Work order: Pictures stay out of the copy. Repeat exactly the lines from the first entry below through the line that contains "filter:drop-shadow(0 0 2px", and nothing beyond.

::: Data provided

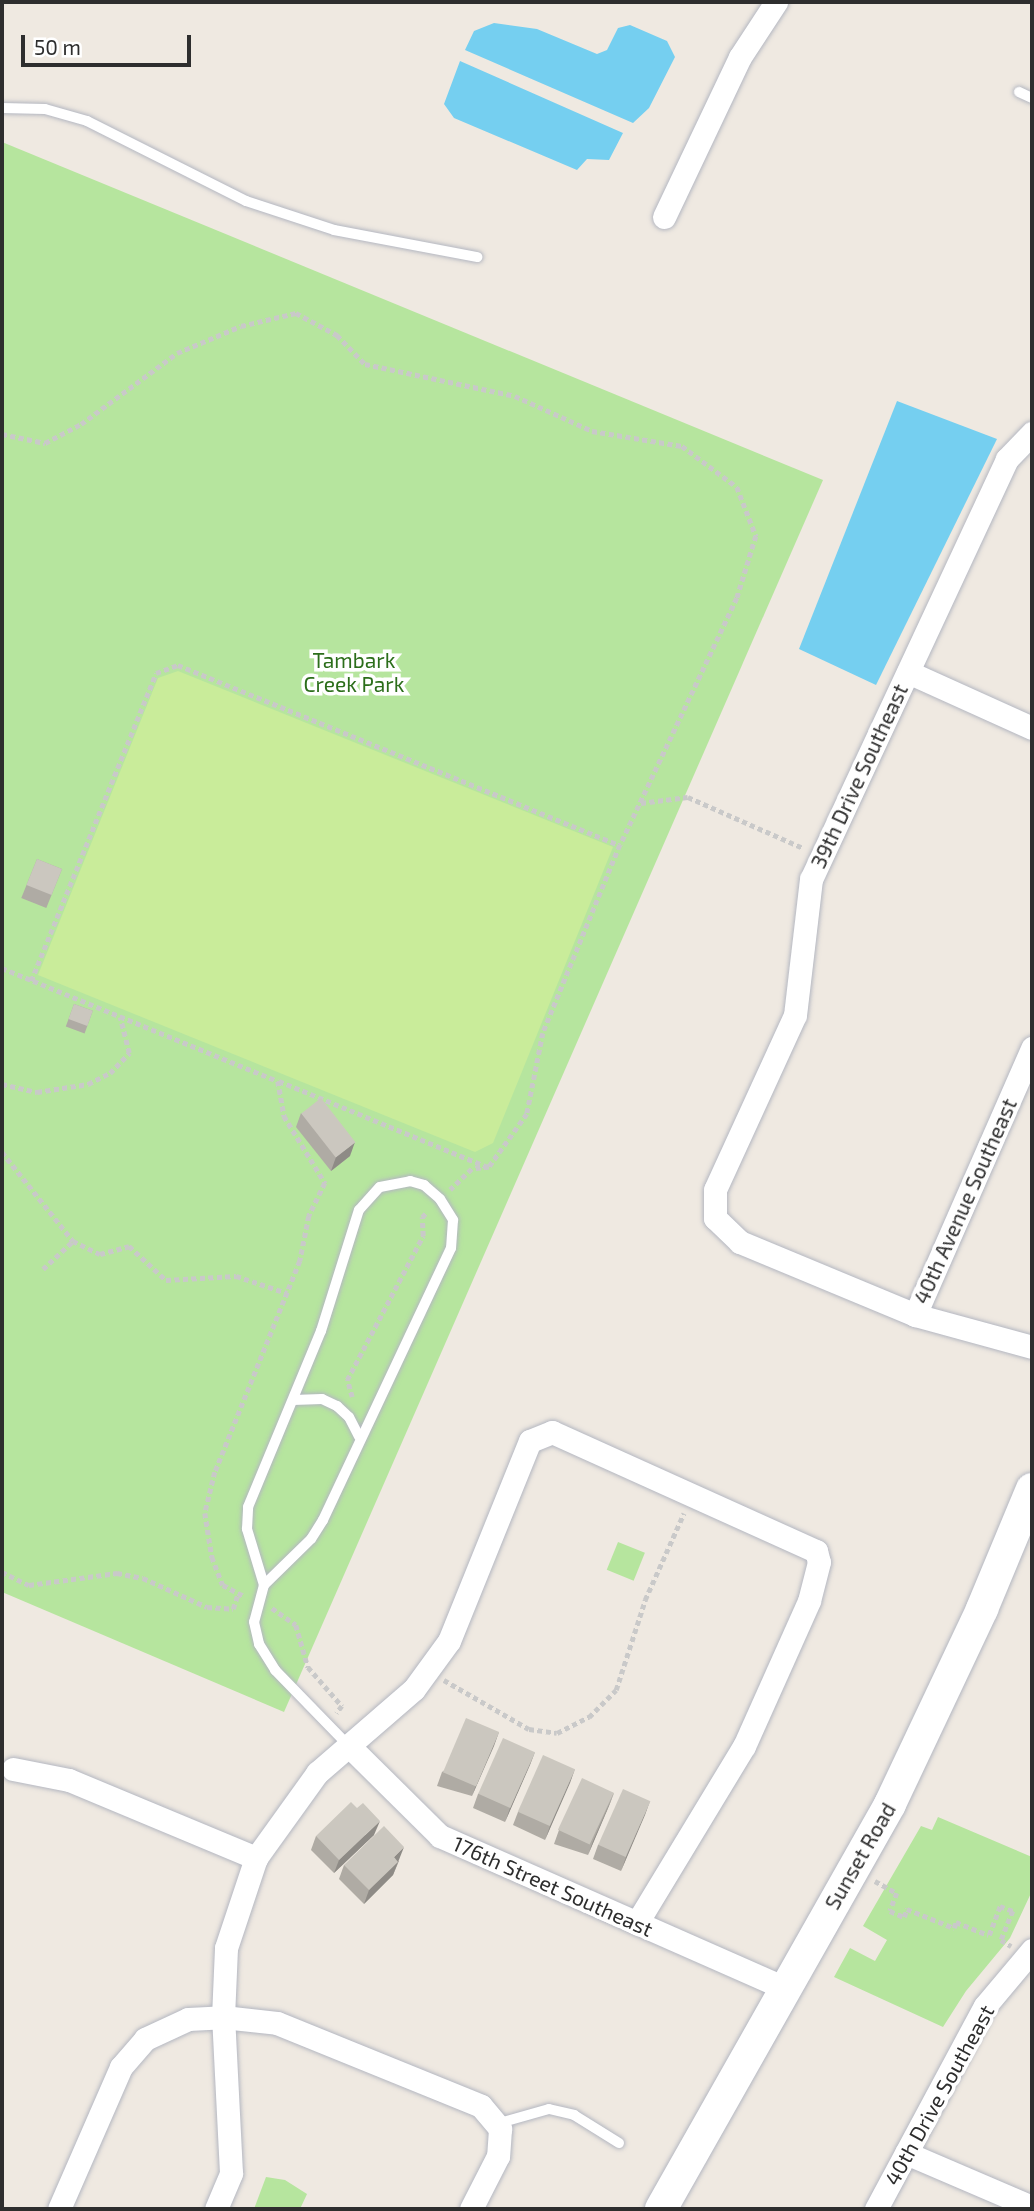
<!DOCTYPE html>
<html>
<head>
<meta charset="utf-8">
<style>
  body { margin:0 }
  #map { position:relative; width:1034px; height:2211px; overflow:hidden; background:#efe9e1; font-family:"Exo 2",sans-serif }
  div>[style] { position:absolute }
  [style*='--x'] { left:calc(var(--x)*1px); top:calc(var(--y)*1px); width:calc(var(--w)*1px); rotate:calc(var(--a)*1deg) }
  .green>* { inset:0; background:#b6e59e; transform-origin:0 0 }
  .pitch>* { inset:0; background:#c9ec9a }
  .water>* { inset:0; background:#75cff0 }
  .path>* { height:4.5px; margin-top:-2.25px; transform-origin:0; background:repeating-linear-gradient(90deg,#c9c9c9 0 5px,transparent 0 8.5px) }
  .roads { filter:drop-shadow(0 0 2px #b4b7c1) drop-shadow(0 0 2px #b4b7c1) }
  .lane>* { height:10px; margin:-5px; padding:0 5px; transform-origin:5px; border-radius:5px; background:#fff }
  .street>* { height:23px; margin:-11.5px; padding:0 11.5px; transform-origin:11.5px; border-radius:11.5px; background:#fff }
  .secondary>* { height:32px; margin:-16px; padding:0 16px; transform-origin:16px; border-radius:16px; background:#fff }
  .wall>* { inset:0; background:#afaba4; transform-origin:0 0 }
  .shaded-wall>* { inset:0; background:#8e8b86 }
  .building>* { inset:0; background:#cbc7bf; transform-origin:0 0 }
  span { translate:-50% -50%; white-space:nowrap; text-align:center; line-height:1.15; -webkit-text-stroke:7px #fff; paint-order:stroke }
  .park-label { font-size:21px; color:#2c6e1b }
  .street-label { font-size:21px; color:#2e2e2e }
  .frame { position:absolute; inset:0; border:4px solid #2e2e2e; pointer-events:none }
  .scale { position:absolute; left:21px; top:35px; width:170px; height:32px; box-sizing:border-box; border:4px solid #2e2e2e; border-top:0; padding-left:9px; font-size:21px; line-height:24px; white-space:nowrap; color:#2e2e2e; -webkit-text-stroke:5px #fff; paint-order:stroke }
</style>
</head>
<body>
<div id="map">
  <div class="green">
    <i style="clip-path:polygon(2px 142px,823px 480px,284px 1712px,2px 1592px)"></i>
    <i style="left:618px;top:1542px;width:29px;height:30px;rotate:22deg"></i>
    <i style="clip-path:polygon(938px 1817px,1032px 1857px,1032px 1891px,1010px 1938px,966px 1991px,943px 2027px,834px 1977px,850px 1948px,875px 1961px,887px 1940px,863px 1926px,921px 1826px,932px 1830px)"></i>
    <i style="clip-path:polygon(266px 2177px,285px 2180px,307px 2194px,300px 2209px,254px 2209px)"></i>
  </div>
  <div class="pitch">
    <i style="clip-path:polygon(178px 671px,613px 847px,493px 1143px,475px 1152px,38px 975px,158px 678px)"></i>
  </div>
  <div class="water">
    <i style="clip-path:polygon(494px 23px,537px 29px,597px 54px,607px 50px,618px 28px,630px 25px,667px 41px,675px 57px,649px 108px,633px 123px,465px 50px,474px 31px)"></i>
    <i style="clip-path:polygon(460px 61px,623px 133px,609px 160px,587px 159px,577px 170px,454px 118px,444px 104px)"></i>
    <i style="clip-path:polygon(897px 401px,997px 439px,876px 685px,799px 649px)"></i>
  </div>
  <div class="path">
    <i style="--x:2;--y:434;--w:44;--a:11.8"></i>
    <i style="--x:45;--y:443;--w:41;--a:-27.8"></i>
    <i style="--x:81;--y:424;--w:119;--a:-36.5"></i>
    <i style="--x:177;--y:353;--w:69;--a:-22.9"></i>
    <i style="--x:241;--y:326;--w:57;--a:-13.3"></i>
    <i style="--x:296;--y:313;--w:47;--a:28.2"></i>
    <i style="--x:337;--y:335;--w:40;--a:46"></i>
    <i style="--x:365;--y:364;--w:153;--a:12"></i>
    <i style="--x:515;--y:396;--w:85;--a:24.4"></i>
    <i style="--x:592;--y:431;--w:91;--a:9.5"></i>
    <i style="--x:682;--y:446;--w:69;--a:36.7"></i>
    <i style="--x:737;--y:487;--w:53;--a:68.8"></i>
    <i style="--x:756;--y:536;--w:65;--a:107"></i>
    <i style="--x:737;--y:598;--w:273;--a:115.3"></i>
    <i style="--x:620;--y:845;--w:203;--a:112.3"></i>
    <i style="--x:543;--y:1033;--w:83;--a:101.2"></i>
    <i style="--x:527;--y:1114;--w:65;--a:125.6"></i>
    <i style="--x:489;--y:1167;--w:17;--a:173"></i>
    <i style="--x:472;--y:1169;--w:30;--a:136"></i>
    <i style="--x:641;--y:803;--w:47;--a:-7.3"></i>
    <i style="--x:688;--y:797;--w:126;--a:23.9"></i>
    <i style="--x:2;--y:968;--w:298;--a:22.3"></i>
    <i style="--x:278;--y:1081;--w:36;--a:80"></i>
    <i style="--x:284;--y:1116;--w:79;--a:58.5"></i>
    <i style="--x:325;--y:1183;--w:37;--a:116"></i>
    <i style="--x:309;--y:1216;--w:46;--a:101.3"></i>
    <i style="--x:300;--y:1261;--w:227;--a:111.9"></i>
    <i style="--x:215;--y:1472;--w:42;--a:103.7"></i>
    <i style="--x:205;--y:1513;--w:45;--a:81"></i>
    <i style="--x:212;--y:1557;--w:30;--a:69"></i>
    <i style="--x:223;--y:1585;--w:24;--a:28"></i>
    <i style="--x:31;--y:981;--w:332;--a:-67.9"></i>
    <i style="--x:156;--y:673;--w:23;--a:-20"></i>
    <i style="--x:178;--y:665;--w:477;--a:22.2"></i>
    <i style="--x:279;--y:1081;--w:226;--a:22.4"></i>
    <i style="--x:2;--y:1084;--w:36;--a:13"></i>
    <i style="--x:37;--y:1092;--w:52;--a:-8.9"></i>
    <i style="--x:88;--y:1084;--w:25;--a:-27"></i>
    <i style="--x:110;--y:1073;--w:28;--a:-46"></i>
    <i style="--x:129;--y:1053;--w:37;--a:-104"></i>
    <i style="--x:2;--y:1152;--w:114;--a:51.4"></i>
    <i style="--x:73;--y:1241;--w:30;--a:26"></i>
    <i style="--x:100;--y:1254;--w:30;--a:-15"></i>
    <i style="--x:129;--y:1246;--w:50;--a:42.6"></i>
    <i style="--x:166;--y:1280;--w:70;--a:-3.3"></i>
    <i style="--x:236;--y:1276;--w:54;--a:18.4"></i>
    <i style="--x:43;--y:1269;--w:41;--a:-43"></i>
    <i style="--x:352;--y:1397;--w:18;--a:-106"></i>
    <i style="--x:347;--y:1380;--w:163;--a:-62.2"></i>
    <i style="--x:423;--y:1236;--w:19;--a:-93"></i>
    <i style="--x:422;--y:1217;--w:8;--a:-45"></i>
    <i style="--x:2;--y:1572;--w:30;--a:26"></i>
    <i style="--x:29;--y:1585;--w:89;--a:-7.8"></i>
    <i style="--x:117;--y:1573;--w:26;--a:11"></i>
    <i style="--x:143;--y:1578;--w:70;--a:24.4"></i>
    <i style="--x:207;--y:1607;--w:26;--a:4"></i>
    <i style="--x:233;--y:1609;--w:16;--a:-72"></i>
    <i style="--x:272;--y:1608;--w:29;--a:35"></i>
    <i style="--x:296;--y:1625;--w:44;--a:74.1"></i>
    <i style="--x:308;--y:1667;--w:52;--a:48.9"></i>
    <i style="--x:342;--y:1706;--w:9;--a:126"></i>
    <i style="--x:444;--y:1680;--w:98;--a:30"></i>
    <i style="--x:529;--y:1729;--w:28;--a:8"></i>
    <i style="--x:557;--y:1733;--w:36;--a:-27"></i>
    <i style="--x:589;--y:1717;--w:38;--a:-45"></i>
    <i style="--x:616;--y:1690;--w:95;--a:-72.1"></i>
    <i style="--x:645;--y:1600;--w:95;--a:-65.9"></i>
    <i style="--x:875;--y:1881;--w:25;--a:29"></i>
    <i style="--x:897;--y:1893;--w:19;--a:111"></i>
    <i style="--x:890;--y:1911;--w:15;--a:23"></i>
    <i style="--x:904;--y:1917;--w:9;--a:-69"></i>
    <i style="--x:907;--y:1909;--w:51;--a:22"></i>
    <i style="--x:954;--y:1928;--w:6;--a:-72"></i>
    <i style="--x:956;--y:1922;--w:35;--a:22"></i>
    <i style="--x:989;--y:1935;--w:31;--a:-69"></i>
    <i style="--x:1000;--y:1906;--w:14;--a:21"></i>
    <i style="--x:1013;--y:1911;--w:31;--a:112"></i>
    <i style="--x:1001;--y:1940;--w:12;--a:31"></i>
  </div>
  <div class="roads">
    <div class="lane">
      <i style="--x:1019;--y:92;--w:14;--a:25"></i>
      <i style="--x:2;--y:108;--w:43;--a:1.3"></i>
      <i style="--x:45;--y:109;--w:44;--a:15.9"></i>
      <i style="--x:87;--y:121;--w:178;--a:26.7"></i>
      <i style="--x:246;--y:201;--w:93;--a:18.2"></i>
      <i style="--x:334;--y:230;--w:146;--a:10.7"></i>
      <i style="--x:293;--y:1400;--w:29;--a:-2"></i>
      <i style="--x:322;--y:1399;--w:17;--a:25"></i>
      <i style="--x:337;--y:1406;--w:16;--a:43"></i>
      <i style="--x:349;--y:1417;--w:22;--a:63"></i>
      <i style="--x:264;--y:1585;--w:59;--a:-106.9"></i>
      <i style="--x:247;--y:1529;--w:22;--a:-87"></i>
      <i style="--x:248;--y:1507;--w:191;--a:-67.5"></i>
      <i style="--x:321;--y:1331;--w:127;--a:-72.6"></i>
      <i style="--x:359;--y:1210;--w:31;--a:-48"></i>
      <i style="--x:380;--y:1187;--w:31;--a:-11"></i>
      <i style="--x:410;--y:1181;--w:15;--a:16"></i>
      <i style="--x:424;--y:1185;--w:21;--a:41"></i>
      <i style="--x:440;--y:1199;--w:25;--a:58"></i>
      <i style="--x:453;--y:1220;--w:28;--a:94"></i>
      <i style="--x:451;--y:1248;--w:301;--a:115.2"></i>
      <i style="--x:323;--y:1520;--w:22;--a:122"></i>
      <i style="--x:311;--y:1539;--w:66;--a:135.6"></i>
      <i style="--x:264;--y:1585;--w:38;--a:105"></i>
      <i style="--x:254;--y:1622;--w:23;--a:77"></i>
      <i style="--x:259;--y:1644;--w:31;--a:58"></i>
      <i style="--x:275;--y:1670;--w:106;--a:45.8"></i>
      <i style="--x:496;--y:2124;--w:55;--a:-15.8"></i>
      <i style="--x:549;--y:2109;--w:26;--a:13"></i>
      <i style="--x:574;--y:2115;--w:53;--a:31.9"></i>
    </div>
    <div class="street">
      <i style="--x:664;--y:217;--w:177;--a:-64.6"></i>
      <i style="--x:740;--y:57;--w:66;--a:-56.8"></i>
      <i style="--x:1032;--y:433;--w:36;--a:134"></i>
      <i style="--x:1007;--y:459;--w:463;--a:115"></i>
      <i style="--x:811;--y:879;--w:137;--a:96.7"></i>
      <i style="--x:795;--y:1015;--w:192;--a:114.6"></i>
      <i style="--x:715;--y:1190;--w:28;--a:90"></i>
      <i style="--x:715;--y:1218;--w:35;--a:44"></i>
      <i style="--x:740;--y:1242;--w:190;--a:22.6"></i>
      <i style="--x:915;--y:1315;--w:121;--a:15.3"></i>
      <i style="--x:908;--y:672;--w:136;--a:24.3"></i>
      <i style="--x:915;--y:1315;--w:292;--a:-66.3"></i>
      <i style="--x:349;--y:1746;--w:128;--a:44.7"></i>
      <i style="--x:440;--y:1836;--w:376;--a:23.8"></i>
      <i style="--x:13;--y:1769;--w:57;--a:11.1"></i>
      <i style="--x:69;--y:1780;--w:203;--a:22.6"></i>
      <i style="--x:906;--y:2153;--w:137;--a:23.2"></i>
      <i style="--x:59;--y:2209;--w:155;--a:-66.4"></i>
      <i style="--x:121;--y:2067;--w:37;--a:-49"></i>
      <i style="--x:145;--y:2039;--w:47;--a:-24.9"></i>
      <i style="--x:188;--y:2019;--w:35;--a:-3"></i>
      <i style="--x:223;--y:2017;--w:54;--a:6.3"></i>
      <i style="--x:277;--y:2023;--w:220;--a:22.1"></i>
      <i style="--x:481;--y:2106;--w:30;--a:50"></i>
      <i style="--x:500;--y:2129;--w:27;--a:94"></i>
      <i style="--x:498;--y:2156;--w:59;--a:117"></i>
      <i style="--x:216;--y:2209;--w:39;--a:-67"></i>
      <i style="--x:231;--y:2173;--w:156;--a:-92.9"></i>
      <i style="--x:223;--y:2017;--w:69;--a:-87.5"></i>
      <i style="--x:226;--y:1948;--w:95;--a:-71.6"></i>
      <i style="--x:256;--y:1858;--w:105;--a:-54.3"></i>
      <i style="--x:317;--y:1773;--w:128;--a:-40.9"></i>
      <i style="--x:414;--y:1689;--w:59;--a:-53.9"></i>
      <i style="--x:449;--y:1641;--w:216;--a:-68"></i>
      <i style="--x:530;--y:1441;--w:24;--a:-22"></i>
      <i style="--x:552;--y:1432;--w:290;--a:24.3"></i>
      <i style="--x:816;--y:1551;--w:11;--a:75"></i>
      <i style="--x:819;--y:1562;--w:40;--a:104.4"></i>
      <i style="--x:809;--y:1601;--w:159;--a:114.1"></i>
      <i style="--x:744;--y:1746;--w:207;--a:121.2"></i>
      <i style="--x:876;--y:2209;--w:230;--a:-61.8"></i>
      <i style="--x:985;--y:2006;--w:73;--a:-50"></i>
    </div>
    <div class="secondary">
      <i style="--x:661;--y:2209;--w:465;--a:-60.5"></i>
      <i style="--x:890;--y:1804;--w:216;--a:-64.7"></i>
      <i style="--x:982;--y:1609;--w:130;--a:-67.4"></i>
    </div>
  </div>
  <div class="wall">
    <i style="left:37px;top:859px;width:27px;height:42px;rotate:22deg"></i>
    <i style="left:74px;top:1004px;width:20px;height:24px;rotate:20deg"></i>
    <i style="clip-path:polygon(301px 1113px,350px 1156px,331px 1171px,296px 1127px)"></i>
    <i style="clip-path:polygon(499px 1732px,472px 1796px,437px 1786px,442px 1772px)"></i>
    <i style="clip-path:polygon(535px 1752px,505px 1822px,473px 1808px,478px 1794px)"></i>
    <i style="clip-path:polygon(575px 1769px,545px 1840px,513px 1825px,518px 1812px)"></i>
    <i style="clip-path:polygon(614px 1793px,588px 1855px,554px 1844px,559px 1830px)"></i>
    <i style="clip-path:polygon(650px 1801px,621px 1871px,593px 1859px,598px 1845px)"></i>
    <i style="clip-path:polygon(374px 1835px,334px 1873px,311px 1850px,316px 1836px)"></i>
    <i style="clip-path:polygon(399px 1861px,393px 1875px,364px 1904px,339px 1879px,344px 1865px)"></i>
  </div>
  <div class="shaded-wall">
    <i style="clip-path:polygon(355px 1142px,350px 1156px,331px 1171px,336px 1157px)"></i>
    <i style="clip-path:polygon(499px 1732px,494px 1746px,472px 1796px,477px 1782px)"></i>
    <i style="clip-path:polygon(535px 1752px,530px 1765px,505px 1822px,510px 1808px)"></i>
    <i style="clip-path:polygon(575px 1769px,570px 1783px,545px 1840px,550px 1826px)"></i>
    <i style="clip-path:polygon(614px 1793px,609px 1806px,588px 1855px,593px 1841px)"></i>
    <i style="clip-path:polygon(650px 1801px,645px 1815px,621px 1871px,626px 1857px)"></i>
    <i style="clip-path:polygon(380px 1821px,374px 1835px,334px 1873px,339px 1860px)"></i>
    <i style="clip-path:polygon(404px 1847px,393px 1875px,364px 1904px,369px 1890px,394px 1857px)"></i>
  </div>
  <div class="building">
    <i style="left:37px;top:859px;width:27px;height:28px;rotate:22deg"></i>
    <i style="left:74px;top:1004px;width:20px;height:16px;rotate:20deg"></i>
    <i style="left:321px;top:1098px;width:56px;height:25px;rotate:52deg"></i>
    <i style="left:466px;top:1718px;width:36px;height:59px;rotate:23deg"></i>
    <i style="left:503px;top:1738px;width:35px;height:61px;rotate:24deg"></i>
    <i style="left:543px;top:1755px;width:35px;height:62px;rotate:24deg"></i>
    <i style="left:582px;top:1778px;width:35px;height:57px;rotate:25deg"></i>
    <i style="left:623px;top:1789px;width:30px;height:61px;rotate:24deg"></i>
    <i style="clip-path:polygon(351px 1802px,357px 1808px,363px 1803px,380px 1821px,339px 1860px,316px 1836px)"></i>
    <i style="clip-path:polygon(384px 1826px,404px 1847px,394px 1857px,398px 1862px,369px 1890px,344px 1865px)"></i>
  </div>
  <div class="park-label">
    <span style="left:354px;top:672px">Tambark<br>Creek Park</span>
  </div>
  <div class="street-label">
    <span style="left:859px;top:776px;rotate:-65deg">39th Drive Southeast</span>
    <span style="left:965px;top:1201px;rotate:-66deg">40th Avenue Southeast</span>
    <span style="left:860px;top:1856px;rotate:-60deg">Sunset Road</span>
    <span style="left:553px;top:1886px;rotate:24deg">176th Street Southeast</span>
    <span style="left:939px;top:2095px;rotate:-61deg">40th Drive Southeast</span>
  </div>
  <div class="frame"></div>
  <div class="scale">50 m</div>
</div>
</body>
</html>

::::::

Exercise response:
<!DOCTYPE html>
<html>
<head>
<meta charset="utf-8">
<style>
  body { margin:0 }
  #map { position:relative; width:1034px; height:2211px; overflow:hidden; background:#efe9e1; font-family:"Exo 2",sans-serif }
  div>[style] { position:absolute }
  [style*='--x'] { left:calc(var(--x)*1px); top:calc(var(--y)*1px); width:calc(var(--w)*1px); rotate:calc(var(--a)*1deg) }
  .green>* { inset:0; background:#b6e59e; transform-origin:0 0 }
  .pitch>* { inset:0; background:#c9ec9a }
  .water>* { inset:0; background:#75cff0 }
  .path>* { height:4.5px; margin-top:-2.25px; transform-origin:0; background:repeating-linear-gradient(90deg,#c9c9c9 0 5px,transparent 0 8.5px) }
  .roads { filter:drop-shadow(0 0 2px #b4b7c1) drop-shadow(0 0 2px #b4b7c1) }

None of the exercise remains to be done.